Start of Block

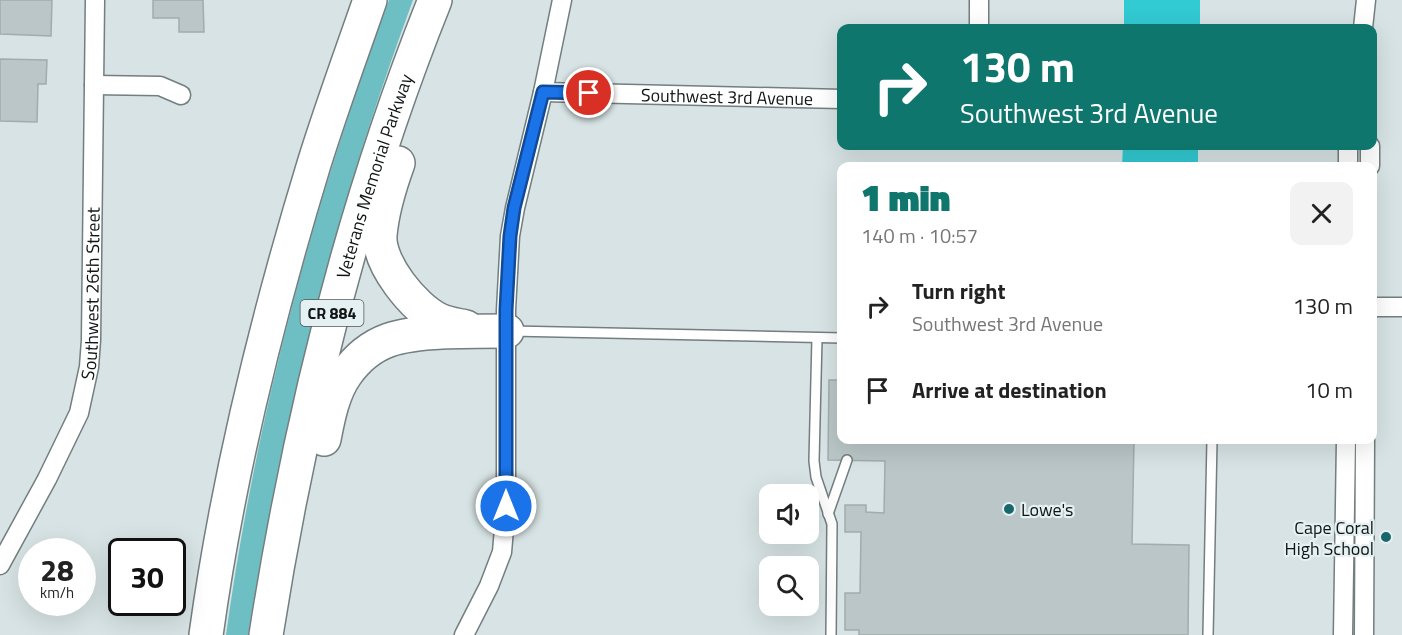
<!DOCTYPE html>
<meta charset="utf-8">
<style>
:root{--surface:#fff;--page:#f2f2f2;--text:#222;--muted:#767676;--accent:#0f766e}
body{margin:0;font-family:"Titillium Web",sans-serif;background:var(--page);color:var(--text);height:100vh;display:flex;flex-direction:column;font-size:22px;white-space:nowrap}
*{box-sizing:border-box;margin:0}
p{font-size:20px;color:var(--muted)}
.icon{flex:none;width:33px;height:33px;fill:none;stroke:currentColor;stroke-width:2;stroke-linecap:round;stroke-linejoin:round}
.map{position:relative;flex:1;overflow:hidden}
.drawer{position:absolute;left:837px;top:162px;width:540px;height:282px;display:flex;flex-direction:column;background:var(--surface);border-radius:12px;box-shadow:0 6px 24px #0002}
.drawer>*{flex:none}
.hud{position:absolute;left:837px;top:24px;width:540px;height:126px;border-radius:12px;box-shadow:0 6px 24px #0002;background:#0f766e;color:#fff;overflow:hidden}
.controls{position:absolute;left:759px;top:484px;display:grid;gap:12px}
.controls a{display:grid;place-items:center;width:60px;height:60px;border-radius:12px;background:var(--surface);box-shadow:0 6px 24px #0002;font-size:30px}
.speed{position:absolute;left:18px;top:538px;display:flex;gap:12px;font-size:30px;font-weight:700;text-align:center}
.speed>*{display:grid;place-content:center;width:78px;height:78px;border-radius:50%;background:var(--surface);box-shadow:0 6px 24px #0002;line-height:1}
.speed small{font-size:15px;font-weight:400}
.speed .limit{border:3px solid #111;border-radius:9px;background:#fff;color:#111}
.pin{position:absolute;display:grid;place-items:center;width:51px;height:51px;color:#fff;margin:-26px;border:3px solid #fff;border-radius:50%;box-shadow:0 2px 6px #0007}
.me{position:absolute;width:66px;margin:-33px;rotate:0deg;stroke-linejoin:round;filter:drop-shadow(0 0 4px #0008)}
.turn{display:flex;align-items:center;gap:21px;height:126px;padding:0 24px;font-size:27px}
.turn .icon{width:78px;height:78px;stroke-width:2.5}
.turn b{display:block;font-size:42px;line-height:51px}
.round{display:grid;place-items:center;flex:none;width:63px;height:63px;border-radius:12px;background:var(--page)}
.head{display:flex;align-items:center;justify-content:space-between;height:102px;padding:0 24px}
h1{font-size:36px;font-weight:800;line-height:45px;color:var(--accent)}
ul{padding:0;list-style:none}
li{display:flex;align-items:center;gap:18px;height:84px;padding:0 24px}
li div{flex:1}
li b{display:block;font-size:22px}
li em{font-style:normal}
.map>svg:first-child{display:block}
.green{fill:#6ebfc4}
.water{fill:#32cad3}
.building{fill:#bac6c7;stroke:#a1acad;stroke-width:1.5}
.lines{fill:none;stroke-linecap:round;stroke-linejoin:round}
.lane-casing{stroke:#737e7f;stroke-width:12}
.street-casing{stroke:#737e7f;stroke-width:21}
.highway-casing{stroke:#737e7f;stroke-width:36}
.lane{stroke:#fff;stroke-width:9}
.street{stroke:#fff;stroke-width:18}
.highway{stroke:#fff;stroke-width:33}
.route-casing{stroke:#114b97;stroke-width:15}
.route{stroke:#1a73e8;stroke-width:10}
.poi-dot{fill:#19676c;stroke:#e4f0f1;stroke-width:2}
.labels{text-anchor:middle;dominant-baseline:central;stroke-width:4.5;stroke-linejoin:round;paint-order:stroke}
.shield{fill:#e4f0f1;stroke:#505757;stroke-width:1.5}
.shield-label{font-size:16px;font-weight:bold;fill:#111515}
.street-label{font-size:18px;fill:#111515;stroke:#e4f0f1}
.poi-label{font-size:18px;fill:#111515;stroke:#e4f0f1;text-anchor:start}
</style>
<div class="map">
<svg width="1402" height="635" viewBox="0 0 1402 635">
<rect width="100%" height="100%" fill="#d7e3e4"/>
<path class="green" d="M389 0H413C337 206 282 418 248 635H226C256 418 313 205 389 0Z"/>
<g class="water">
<rect x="1124" y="0" width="76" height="28"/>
<polygon points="1123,146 1198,146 1198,166 1122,166"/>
</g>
<g class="building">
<polygon points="0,0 52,0 51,36 0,34"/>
<polygon points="153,0 203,0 204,32 179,32 179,18 153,18"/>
<polygon points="0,59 47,60 46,84 38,84 37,122 0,121"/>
<polygon points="829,380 842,380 842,440 1134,440 1132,544 1189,545 1188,635 859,635 859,630 845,630 845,593 860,593 861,532 845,532 845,505 866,505 866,512 884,513 885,461 828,460"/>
</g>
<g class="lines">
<defs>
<g id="lane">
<polyline points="511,331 842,338"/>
<polyline points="817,338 814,461 816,477 832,524 831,635"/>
<polyline points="828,514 847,460"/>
<polyline points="1208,635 1212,440"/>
</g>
<g id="street">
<polyline points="979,28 979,0"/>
<polyline points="1363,28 1366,0"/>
<polyline points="94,85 160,86 181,95"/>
<path id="s1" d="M543 92 842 99"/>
<polyline points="1348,166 1348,146"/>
<polyline points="1370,166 1370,146"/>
<polyline points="1372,307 1402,307"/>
<path id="s2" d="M0 565 47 479 79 413 89 367 91 340 95 0"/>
<polyline points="464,635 489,586 502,552 506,506 506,310 510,236 515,208 543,92 562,0"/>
<polyline points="1343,635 1346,440"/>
<polyline points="1364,635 1365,440"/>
</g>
<g id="highway">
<path d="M398 163C390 185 382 212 380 235 378 264 414 308 439 320 447 324 457 325 466 327"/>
<path d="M324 439C328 418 333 392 346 374 371 338 402 334 442 332 464 331 485 331 507 331"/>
<path d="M206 635C228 475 267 318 314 164 331 109 351 55 370 0"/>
<path id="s3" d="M266 635C300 418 353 204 435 0"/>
</g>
</defs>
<use href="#lane" class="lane-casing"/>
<use href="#street" class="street-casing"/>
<use href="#highway" class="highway-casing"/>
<use href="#lane" class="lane"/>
<use href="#street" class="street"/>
<use href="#highway" class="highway"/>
</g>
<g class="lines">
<defs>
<polyline id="route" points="506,506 506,310 510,236 514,208 543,92 589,93"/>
</defs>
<use href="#route" class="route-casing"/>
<use href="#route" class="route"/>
</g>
<g class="poi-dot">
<circle cx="1009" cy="509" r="6"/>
<circle cx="1386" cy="537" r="6"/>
</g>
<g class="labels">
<rect class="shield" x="300.5" y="300" width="63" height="26" rx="4.5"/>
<g class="shield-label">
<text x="332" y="313">CR 884</text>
</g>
<g class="street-label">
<text stroke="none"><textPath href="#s1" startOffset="184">Southwest 3rd Avenue</textPath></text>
<text stroke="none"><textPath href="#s3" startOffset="472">Veterans Memorial Parkway</textPath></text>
<text stroke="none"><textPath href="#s2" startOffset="292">Southwest 26th Street</textPath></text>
</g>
<g class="poi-label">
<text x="1021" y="509">Lowe's</text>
<text x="1374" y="527" text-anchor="end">Cape Coral<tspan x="1374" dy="21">High School</tspan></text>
</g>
</g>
</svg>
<div class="controls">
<a><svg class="icon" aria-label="sound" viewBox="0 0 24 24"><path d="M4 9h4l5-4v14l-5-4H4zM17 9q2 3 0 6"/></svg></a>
<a><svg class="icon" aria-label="search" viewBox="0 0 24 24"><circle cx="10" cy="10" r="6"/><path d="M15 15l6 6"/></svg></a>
</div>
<div class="speed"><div>28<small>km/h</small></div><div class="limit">30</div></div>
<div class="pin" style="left:589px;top:93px;background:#d93025"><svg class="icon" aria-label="arrive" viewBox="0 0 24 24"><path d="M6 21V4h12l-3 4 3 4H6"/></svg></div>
<svg class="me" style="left:506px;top:506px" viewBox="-20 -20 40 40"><circle r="17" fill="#1a73e8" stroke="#fff" stroke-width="3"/><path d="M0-11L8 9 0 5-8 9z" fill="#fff"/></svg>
<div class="hud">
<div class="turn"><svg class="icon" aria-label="right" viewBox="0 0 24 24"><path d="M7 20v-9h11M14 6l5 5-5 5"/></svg><div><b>130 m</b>Southwest 3rd Avenue</div></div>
</div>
<section class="drawer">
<div class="head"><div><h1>1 min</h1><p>140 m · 10:57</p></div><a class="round"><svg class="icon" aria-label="close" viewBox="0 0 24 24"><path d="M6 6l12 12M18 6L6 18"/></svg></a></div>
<ul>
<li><svg class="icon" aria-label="right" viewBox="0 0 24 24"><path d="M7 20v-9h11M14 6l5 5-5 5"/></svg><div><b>Turn right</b><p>Southwest 3rd Avenue</p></div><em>130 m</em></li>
<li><svg class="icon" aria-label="arrive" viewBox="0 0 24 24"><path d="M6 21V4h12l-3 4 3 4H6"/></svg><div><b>Arrive at destination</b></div><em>10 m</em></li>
</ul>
</section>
</div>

End of Block

_What the task requires_
Pick out the lines above containing the word "linecap", then copy them.

_Written solution_
.icon{flex:none;width:33px;height:33px;fill:none;stroke:currentColor;stroke-width:2;stroke-linecap:round;stroke-linejoin:round}
.lines{fill:none;stroke-linecap:round;stroke-linejoin:round}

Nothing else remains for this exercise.